THE PROBLEM =>
Collect every line of the records below that contains the word "Mihai".

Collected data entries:
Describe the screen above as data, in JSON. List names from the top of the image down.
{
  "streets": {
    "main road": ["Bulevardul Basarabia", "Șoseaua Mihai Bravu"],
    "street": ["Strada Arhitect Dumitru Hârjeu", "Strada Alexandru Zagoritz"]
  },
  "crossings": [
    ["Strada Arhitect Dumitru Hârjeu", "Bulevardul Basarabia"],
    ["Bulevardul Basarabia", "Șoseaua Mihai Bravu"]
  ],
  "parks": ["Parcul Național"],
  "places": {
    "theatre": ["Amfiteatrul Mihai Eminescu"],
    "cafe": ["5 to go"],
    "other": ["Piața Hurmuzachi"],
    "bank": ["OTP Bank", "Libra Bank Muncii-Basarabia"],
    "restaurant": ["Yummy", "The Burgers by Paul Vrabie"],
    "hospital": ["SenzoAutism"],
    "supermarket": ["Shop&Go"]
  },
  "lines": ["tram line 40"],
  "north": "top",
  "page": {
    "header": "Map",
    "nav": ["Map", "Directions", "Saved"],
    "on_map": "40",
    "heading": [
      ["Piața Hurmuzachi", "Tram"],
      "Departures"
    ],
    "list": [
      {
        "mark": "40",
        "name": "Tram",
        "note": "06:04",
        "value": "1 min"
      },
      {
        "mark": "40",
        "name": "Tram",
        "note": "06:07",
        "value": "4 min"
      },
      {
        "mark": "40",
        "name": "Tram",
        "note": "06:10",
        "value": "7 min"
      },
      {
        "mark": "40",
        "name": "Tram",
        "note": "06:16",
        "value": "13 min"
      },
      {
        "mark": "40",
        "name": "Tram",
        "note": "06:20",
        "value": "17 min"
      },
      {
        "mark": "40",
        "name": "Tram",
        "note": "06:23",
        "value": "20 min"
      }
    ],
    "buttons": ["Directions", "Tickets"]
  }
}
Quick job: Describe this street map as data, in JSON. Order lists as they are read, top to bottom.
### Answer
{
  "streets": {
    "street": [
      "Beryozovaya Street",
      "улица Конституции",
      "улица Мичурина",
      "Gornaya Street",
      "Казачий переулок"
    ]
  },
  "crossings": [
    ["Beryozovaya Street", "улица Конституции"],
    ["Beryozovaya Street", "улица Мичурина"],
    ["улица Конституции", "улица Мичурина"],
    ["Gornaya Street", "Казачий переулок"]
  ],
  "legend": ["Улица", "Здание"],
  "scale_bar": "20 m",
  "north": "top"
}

YOUR RESPONSE =>
    "main road": ["Bulevardul Basarabia", "Șoseaua Mihai Bravu"],
    ["Bulevardul Basarabia", "Șoseaua Mihai Bravu"]
    "theatre": ["Amfiteatrul Mihai Eminescu"],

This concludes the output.